The tribe sends their king's son to seek help against the invaders. The son finds the island of Wongo, the day before the village men pick their brides. The women, seeing the handsome prince, begin questioning their life among the brutes that dwell in the village. The men grow jealous of their visitor and plot to kill him. The women of Wongo, finding out about this, risk their lives to protect the prince, and in doing so offend the crocodile god of the Wongo people (portrayed by stock footage of a crocodilian and a rubber model).

The women are rounded up by the village men and are sent out into the wilderness until the reptile god has drawn blood for the insult. The women band together, watching each other's backs until the ape men arrive at their village and, after they dispatch the invaders to the god, leave in search for the men that had abandoned the island of Wongo. In Goona, the men have just begun their rite of manhood, in which they go into the jungle, without weapons, for a month. The women of Wongo, coming upon the weaponless men, decide to take advantage of their helplessness and, one by one, claim them in marriage.

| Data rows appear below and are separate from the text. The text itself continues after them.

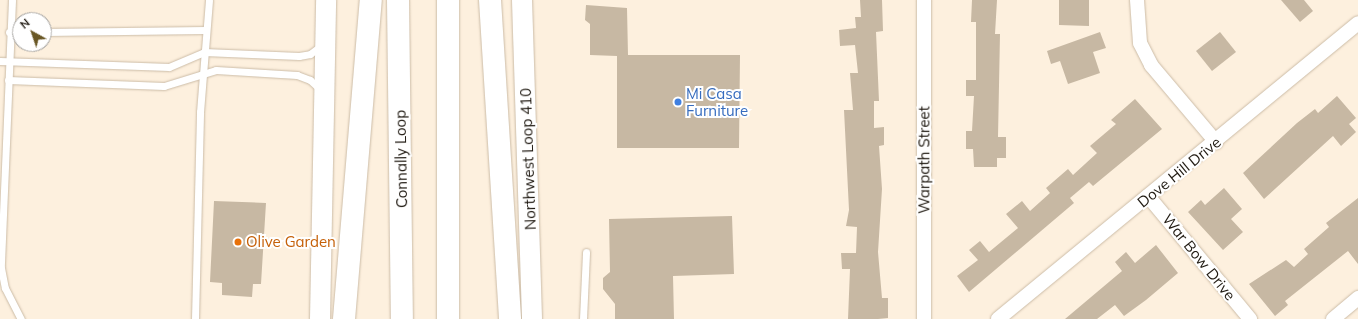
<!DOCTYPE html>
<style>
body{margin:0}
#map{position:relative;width:1358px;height:319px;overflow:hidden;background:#fdf0de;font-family:Mulish,sans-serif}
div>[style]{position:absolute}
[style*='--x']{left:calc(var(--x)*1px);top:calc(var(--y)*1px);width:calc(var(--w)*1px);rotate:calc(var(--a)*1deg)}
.building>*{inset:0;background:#c7b8a3}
.roads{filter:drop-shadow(0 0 1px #ccbca7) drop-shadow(0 0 1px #ccbca7)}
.service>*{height:7px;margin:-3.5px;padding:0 3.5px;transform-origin:3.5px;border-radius:3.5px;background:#fff}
.minor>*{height:14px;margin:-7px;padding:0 7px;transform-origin:7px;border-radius:7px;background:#fff}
.secondary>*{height:20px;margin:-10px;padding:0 10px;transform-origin:10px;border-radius:10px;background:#fff}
.motorway>*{height:22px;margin:-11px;padding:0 11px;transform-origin:11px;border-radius:11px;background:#fff}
.dots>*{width:11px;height:11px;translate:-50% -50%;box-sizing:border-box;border:2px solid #fff;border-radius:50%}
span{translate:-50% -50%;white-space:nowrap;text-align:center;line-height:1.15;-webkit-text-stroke:4px #fff;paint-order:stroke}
.shop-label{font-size:15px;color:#366cbe}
.left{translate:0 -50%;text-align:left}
.street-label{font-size:15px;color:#1f1911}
.food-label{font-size:15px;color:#c56008}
.north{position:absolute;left:12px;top:12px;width:40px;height:40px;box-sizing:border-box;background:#fff;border:1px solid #a5a3a0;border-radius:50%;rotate:320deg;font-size:11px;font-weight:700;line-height:16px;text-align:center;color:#1f1911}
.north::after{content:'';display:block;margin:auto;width:14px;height:18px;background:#695725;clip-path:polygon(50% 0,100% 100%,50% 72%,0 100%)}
</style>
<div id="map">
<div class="building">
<i style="clip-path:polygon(860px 0,882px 0,883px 31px,876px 32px,879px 101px,874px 101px,874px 128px,884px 127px,884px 145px,879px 146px,882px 189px,878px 252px,882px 298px,888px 298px,888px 318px,878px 319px,848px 319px,850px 269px,842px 269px,841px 253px,856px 253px,857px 227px,846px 226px,849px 210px,844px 110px,853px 110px,850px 73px,858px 73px,855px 45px,840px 46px,839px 30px,856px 28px,855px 17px,861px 17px)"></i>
<i style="clip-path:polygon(972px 0,997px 0,995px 34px,1000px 34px,998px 137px,1006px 137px,1006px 158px,997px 158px,997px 167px,974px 167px,973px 149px,966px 149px,966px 131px,972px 131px,974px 96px,966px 96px,966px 80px,976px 80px,976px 22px,971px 22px)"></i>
<i style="clip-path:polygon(1059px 0,1089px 0,1089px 26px,1059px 25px)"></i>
<i style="clip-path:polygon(1281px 0,1304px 0,1313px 11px,1300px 22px)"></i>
<i style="clip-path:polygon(586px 5px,627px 8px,628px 55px,740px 55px,739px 148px,617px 148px,617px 56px,590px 55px,590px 24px,585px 20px)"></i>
<i style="clip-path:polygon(1100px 32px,1106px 48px,1093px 52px,1100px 73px,1068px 84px,1060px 61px,1051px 64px,1047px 51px)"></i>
<i style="clip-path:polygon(1220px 32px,1236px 52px,1212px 71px,1196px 51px)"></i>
<i style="clip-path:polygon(1337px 96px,1356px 118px,1349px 124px,1356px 132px,1341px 146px,1333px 136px,1264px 199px,1243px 173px,1297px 123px,1315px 109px,1318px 113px)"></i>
<i style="clip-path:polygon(1135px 99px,1162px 129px,1093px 186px,1089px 182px,1070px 198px,1074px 203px,969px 292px,957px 276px,978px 260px,969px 250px,980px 241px,989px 252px,1018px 228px,1006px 214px,1022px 201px,1030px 211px,1050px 193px,1046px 188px,1068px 169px,1073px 175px,1097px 153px,1090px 146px,1116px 124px,1111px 120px)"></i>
<i style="clip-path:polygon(1224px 188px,1242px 209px,1231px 219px,1243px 232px,1223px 250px,1188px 212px,1201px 200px,1205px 205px)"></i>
<i style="clip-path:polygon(1358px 198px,1358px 264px,1348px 251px,1285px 301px,1288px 305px,1275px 316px,1249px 284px,1286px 260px,1294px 267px,1308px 254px,1304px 249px,1329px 227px,1326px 223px)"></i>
<i style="clip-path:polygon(214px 201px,266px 203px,261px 284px,253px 284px,252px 297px,222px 295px,222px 283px,210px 282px)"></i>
<i style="clip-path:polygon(732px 216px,734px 274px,673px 276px,674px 319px,615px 319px,615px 304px,603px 289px,603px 278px,610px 272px,609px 219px)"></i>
<i style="clip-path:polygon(1156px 245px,1178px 273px,1146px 300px,1124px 316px,1115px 305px,1097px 319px,1065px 319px,1122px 271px,1115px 262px,1126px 252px,1135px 263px)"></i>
</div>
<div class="roads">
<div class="service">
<i style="--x:12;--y:0;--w:268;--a:92.4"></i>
<i style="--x:1;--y:268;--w:20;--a:79"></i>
<i style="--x:5;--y:288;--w:35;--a:63"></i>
<i style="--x:9;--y:32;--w:11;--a:0"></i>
<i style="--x:44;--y:32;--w:162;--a:-0.7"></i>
<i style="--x:0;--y:61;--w:169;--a:2"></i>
<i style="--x:169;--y:67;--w:38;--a:-23"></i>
<i style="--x:204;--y:52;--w:95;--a:2.4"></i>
<i style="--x:299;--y:56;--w:11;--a:-10"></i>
<i style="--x:310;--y:54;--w:15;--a:-37"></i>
<i style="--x:8;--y:80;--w:156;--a:2.2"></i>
<i style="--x:164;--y:86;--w:54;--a:-17.1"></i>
<i style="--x:216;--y:70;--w:81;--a:3.5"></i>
<i style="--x:297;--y:75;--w:14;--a:21"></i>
<i style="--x:310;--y:80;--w:15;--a:42"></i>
<i style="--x:195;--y:319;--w:207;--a:-88.6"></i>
<i style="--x:200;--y:112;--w:112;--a:-85.4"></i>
<i style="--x:583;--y:319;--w:67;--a:-87.4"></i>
</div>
<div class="minor">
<i style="--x:1137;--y:0;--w:43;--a:86"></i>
<i style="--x:1140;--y:43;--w:25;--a:63"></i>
<i style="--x:1151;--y:65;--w:101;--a:49.8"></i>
<i style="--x:1148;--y:196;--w:160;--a:50.3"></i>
<i style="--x:924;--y:319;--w:319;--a:-90"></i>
<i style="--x:998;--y:319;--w:466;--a:-39.4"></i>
<i style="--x:1333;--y:319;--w:33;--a:-40"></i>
</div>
<div class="secondary">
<i style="--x:522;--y:0;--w:319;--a:88.2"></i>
<i style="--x:320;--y:319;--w:319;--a:-88.9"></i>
</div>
<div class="motorway">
<i style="--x:398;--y:0;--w:319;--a:89.3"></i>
<i style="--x:448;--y:0;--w:319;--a:90"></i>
<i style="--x:490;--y:0;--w:320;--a:86.4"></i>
<i style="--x:344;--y:319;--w:320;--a:-85.2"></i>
</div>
</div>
<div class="dots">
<i style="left:678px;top:102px;background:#3f7fe0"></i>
<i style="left:238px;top:242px;background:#e8710a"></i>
</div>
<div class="shop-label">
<span class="left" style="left:686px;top:102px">Mi Casa<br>Furniture</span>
</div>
<div class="street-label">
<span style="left:401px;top:159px;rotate:-91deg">Connally Loop</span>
<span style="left:528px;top:159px;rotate:-92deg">Northwest Loop 410</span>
<span style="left:924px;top:160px;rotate:-90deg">Warpath Street</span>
<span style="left:1179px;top:172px;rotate:-39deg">Dove Hill Drive</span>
<span style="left:1199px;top:257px;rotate:51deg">War Bow Drive</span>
</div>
<div class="food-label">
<span class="left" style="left:246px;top:242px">Olive Garden</span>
</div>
<div class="north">N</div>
</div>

The film concludes with all the beautiful men and women married, and the ugly men with the ugly women.

== Cast ==
- Jean Hawkshaw as Omoo
- Mary Ann Webb as Mona
- Cande Gerrard as Ahtee
- Adrienne Bourbeau (not to be confused with Adrienne Barbeau) as Wana
- Marie Goodhart, Michelle Lamarck, Joyce Nizzari, Val Phillips and Jo Elaine Wagner as Woman of Wongo
- Pat Crowley, Ray Rotello, Billy Day, Burt Parker, Robert Serrecchia and Whitey Hart as Man of Wongo
- Barbara Lee Babbitt, Bernadette, Elaine Krasher, Lillian Melek, Iris Rautenberg and Roberta Wagner as Woman of Goona
- Johnny Walsh as Engor
- Ed Fury as Gahbo
- Roy Murray, Steve Klisanin, Walter Knoch, Ronald Mankowski, Gerry Roslund, Varden Spencer and Kenneth Vitulli as Man of Goona
- Rex Richards as King of Wongo
- Burt Williams as King of Goona
- Zuni Dyer as Priestess
- Olga Suarez as Spirit of the Priestess

== Production ==
- Some of the stock music in the film was also used in Plan 9 from Outer Space.
- The film was shot at the Coral Castle built by Edward Leedskalnin in Homestead, Florida.

==In other media==
The film was featured in an episode of Ed the Sock's This Movie Sucks!

The film was featured in the film Screwballs although the Te-Pee theatre sign is misspelled as The Wild Women Of Wango.

The movie was featured in one of the episodes of Elvira's Movie Macabre

In the Video Game "Amazon: Guardians of Eden" "Wild Women of Wongo" is one of the main character's favorite films.

The Wild Women of Wongo was riffed by Mystery Science Theater 3000 successor project The Film Crew in 2007.

The theatrical rock band the Tubes had a song by the same name on their 1983 album Outside Inside. It is a parody of the film.